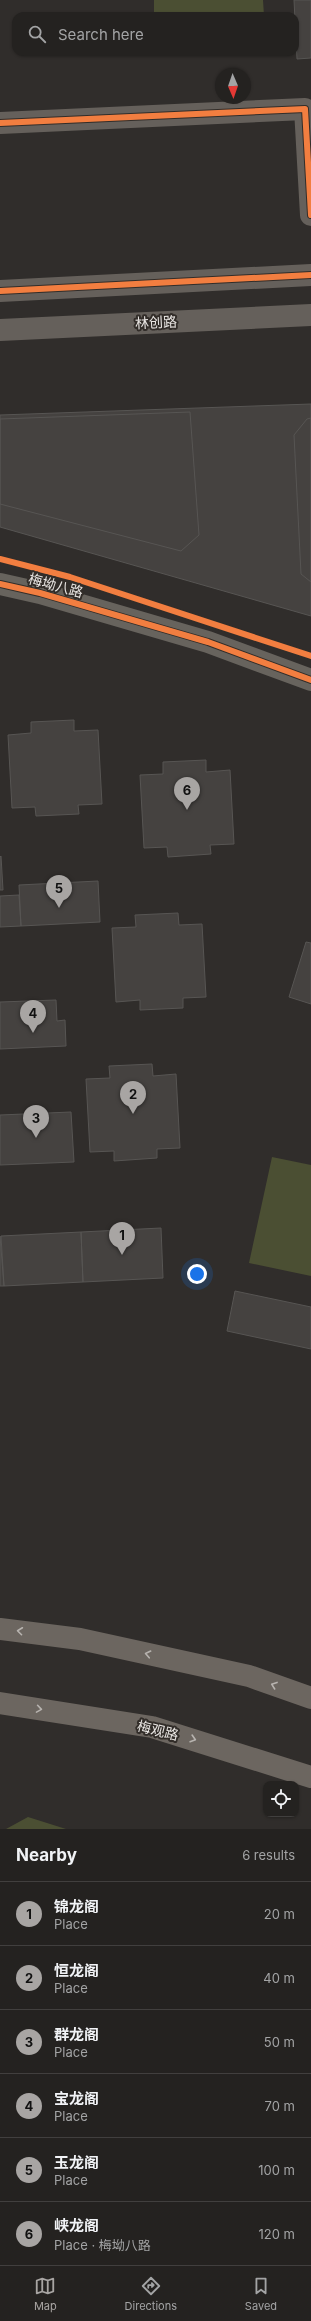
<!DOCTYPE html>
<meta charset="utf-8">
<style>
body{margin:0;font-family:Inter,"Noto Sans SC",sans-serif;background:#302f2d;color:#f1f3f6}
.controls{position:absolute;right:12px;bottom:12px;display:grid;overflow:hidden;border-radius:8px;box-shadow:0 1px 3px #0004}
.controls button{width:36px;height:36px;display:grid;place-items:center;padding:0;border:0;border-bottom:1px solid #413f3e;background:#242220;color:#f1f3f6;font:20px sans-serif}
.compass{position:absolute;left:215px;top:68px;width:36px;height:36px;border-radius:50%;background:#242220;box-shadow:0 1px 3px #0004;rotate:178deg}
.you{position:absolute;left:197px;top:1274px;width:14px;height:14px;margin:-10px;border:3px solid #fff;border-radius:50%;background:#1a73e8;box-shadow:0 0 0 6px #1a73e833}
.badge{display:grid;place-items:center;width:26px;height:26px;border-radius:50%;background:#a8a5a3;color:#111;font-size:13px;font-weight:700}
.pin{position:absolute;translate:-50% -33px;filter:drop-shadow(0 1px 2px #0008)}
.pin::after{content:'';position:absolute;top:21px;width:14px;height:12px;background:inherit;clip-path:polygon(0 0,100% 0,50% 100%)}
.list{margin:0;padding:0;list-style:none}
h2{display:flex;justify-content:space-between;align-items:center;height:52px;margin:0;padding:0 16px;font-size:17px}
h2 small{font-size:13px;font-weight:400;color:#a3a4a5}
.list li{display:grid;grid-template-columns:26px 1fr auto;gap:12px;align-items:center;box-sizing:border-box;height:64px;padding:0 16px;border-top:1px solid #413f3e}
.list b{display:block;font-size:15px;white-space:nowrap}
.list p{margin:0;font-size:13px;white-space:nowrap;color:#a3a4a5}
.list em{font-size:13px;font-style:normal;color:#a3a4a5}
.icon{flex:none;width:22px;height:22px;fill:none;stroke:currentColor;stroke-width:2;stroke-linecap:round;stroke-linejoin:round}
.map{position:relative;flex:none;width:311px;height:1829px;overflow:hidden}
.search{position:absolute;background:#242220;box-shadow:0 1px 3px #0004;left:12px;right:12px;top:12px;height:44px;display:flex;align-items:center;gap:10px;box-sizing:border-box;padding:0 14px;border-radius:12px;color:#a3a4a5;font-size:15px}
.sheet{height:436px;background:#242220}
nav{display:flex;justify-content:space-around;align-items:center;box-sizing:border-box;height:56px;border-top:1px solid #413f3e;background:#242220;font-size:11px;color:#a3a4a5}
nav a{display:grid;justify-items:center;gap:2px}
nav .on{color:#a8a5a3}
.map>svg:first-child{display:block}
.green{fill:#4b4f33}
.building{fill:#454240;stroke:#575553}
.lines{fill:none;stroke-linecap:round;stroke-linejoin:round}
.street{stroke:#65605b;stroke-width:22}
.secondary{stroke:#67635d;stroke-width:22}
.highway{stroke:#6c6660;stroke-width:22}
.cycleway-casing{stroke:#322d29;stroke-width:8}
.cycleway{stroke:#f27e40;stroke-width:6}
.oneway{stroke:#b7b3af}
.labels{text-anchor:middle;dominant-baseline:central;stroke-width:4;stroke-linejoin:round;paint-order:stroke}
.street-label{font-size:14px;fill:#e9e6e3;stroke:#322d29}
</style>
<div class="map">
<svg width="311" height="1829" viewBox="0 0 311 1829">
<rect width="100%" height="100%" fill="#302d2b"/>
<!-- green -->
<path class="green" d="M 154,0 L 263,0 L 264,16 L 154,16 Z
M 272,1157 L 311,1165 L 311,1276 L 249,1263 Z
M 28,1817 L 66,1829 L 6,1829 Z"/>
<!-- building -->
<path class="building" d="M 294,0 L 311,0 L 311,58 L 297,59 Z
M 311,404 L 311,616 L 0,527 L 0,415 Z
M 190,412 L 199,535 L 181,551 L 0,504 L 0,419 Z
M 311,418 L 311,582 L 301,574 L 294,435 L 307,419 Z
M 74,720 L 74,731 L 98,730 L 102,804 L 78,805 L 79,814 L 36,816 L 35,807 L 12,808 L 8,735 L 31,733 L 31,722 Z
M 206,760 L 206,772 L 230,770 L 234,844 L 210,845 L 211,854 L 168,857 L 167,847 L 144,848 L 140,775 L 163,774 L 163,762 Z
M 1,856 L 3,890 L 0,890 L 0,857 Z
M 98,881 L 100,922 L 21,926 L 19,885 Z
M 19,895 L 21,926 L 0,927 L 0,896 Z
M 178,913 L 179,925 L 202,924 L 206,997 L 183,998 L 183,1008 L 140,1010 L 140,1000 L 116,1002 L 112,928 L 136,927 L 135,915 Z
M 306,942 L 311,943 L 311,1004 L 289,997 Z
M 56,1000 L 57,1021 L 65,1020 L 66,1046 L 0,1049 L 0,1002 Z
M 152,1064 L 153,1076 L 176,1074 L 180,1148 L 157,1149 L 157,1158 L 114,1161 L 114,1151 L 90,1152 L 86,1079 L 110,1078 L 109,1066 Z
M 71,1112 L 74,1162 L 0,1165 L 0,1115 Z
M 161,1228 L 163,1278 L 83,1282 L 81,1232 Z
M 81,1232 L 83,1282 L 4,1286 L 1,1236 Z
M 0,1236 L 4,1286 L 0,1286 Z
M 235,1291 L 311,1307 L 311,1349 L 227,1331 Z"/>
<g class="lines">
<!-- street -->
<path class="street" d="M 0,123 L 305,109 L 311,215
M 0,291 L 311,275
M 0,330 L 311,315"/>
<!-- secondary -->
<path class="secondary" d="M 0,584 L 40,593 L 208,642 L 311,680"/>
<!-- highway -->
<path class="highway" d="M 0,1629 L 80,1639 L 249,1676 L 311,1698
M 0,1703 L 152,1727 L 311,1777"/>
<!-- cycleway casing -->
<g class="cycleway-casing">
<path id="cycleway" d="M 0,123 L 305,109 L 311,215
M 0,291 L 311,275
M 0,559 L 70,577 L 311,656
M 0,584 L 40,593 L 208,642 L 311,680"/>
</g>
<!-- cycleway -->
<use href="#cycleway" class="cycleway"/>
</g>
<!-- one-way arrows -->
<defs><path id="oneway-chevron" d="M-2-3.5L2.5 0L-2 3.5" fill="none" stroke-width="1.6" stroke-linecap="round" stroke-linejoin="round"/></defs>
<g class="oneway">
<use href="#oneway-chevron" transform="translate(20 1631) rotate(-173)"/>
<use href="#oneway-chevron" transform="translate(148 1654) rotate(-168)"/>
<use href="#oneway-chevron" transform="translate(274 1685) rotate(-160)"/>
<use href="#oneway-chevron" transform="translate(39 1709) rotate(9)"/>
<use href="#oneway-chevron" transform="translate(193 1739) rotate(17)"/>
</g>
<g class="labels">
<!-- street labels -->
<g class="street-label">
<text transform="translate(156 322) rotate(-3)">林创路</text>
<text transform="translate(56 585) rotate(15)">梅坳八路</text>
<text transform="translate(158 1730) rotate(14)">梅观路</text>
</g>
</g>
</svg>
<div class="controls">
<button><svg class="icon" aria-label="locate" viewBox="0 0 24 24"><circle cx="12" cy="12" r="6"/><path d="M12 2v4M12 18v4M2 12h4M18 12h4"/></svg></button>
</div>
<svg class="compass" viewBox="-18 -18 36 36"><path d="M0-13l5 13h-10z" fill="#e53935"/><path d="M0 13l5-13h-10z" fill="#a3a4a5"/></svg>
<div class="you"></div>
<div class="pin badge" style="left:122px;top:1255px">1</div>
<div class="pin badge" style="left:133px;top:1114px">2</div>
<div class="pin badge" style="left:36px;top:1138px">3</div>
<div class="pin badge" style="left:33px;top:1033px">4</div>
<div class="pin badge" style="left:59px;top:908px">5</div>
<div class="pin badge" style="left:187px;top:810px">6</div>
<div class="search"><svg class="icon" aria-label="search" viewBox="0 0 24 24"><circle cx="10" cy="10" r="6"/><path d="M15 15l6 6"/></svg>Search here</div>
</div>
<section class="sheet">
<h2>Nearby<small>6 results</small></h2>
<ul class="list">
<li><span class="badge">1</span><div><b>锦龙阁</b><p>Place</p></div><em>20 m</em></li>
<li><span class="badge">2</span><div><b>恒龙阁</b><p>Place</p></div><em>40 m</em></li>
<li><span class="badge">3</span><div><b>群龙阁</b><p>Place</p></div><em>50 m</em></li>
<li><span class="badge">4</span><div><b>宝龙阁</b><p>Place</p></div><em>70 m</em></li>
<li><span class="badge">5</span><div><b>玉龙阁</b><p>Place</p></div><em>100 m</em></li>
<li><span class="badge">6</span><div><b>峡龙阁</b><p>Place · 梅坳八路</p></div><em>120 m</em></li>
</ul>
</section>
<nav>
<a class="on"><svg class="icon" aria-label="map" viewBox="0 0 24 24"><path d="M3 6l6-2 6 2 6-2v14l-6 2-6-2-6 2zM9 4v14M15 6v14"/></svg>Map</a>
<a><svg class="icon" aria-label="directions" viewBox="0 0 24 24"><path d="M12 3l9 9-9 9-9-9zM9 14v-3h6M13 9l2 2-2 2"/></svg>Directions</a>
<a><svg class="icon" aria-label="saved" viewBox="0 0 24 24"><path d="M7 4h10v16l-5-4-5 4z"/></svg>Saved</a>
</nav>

○ ○ ○ ○ ○

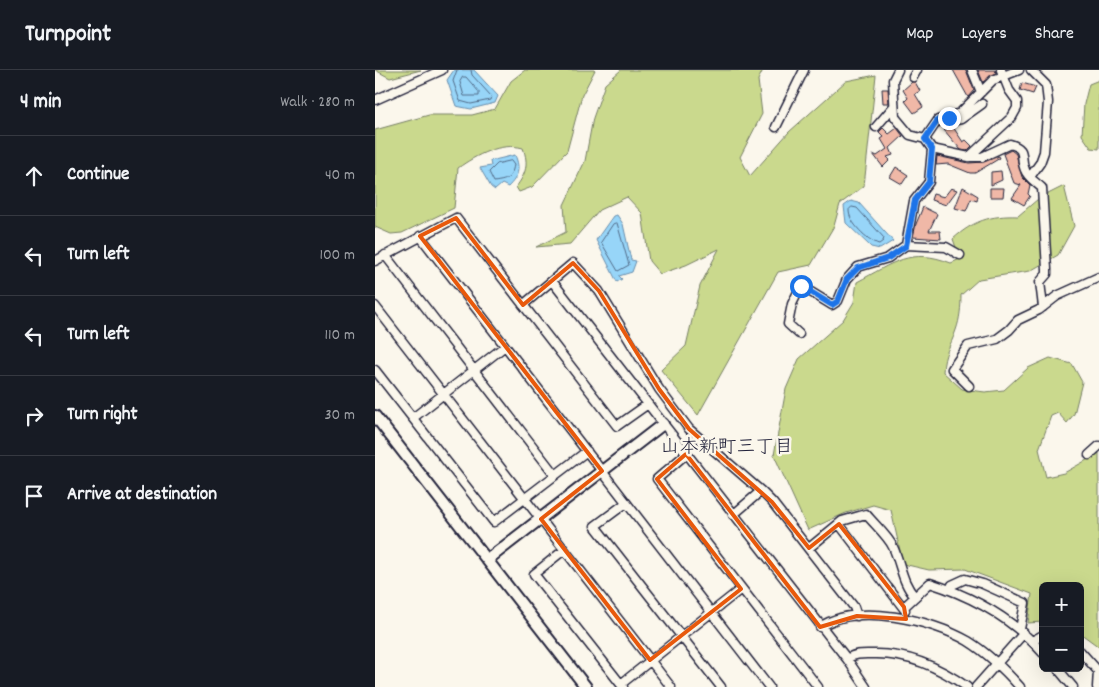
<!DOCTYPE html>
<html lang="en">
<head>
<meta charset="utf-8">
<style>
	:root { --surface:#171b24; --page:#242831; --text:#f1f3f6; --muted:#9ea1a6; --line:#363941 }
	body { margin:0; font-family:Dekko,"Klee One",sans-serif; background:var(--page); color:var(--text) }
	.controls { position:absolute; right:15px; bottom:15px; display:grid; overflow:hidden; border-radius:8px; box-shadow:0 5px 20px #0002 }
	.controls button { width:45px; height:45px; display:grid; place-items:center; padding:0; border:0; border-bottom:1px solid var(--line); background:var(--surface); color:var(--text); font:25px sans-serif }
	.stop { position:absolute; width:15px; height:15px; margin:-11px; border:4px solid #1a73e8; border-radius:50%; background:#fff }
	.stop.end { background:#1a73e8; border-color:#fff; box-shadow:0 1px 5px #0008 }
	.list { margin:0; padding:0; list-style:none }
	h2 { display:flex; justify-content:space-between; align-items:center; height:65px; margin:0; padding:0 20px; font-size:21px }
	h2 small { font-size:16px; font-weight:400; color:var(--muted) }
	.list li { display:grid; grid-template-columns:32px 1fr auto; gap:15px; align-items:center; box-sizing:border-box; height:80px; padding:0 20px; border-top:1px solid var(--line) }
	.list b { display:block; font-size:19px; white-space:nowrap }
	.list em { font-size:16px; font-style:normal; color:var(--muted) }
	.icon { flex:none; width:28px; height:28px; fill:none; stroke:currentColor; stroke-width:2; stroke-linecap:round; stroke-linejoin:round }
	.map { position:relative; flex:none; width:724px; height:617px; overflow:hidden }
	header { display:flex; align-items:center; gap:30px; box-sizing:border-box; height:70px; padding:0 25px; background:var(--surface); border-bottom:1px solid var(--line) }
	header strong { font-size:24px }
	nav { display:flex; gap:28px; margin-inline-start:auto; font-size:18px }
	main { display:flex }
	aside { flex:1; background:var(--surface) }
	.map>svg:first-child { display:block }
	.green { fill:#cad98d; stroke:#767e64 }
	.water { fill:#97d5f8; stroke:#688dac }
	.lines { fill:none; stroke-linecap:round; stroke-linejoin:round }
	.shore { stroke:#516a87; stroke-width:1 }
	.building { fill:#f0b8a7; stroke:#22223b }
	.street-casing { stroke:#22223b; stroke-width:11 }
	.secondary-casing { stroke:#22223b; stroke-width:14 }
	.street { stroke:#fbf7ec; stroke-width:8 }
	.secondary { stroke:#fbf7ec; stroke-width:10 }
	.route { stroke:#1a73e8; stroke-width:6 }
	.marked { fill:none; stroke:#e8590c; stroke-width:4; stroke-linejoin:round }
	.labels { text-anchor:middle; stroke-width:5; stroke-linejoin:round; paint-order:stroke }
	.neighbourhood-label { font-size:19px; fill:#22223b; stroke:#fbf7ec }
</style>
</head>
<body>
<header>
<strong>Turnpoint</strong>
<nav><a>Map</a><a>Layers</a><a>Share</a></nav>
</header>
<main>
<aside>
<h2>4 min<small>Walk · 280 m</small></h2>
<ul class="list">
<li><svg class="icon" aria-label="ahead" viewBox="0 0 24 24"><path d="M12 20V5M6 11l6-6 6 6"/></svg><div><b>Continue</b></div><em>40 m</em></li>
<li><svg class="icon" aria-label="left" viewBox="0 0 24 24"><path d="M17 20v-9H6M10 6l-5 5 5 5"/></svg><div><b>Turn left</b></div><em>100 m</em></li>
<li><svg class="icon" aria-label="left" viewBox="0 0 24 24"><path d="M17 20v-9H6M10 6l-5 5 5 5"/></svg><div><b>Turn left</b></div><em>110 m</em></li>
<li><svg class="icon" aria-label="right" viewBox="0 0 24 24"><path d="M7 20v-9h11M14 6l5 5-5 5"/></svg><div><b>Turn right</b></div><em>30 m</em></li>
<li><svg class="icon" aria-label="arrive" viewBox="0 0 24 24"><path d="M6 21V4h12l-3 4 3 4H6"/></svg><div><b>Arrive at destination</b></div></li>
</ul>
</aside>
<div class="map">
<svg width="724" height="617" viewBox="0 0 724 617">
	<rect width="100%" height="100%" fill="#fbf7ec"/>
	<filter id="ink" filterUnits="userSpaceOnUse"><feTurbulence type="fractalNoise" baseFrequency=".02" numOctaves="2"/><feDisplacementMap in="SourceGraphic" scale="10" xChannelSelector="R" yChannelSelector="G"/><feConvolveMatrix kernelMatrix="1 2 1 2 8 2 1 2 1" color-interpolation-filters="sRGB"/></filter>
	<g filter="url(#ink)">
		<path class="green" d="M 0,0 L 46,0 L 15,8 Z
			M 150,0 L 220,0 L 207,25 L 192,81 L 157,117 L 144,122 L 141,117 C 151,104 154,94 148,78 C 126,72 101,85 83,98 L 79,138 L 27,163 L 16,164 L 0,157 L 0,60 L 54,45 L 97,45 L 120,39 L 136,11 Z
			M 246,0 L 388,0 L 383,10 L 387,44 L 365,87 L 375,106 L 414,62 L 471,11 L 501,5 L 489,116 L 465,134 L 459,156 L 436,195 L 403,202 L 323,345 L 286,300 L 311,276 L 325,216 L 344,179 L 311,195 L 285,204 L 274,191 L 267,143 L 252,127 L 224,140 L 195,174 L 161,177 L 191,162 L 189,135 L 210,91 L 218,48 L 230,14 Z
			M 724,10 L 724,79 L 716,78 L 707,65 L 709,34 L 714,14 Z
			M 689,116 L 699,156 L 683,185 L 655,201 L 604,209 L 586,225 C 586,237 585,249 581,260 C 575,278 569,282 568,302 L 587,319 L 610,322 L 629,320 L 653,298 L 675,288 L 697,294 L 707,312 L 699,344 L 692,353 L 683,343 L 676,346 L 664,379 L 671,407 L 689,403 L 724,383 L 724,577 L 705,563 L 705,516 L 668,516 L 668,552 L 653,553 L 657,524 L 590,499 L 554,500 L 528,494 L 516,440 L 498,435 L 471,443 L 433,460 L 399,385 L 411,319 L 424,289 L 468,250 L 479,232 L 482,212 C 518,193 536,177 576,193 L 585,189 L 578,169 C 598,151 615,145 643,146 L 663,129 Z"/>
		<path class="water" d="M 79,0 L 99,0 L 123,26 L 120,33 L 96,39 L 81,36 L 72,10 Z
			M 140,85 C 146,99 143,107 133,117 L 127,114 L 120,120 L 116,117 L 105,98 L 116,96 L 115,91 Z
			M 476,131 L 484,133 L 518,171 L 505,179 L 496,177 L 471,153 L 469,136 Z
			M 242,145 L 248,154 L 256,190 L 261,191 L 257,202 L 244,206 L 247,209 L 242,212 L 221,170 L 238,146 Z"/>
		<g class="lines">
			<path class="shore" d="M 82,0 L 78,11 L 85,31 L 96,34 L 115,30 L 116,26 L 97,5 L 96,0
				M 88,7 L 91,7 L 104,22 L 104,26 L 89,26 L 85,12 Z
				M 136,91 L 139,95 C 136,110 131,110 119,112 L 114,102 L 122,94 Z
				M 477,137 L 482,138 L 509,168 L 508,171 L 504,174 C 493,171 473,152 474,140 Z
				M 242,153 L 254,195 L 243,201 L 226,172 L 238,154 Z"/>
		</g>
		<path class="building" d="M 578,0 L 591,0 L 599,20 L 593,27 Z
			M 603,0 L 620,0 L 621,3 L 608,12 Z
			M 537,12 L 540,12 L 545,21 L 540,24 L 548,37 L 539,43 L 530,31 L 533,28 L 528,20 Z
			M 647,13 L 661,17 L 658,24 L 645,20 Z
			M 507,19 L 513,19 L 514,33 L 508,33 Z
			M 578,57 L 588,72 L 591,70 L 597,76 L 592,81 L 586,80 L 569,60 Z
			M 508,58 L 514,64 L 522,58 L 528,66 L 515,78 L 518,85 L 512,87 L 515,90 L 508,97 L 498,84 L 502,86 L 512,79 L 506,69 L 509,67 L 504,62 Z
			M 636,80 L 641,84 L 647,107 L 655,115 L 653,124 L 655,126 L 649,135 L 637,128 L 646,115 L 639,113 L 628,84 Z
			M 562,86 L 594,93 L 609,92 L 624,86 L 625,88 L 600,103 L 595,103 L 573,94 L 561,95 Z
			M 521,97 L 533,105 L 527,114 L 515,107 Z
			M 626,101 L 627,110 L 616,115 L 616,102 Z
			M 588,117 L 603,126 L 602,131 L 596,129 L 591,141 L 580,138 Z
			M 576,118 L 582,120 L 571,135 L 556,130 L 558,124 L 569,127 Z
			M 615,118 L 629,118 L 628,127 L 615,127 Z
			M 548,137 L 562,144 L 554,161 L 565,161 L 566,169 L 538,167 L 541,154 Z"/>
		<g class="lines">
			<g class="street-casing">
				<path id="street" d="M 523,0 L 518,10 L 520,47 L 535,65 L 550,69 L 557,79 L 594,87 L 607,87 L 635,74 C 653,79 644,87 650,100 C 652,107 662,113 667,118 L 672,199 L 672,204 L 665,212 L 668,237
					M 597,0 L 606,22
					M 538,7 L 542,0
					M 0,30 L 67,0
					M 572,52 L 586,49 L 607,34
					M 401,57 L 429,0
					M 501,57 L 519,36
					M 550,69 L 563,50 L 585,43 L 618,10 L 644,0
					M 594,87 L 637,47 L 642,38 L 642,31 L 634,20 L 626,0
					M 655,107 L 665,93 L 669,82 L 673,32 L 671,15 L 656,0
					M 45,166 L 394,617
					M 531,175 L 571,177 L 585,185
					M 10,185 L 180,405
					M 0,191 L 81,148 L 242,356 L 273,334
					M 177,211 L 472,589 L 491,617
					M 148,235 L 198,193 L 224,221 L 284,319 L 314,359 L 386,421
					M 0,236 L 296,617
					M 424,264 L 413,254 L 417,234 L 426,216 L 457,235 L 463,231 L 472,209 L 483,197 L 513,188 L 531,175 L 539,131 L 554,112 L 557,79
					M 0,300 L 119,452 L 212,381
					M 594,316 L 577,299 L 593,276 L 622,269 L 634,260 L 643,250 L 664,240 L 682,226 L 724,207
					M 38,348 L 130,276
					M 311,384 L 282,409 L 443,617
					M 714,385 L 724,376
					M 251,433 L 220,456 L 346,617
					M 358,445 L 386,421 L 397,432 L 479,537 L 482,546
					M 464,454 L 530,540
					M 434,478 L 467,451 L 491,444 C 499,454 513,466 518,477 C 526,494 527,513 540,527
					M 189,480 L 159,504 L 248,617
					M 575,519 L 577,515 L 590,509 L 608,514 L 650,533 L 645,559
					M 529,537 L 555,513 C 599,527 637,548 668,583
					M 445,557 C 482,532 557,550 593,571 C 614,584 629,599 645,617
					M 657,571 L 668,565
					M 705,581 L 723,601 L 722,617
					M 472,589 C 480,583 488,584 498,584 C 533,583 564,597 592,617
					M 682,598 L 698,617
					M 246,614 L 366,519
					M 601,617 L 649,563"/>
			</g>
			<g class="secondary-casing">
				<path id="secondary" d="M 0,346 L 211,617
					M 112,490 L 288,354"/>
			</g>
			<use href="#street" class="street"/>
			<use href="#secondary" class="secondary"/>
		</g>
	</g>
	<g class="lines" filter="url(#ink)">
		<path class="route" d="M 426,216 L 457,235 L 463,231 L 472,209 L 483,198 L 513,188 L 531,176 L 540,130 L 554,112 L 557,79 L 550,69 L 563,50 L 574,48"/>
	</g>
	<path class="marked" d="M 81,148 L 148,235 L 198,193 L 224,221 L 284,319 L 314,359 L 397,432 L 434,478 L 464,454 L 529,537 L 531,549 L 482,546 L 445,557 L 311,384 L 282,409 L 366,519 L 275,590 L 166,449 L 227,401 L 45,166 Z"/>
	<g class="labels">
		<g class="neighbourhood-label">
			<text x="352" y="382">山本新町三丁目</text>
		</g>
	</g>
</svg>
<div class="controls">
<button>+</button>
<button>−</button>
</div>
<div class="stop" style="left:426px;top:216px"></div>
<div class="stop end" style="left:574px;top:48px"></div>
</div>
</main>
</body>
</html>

○ ○ ○ ○ ○

About this exercise → Scan the listing above. Gather each line that contains the word "currentColor".

Your response →
.icon{flex:none;width:22px;height:22px;fill:none;stroke:currentColor;stroke-width:2;stroke-linecap:round;stroke-linejoin:round}
	.icon { flex:none; width:28px; height:28px; fill:none; stroke:currentColor; stroke-width:2; stroke-linecap:round; stroke-linejoin:round }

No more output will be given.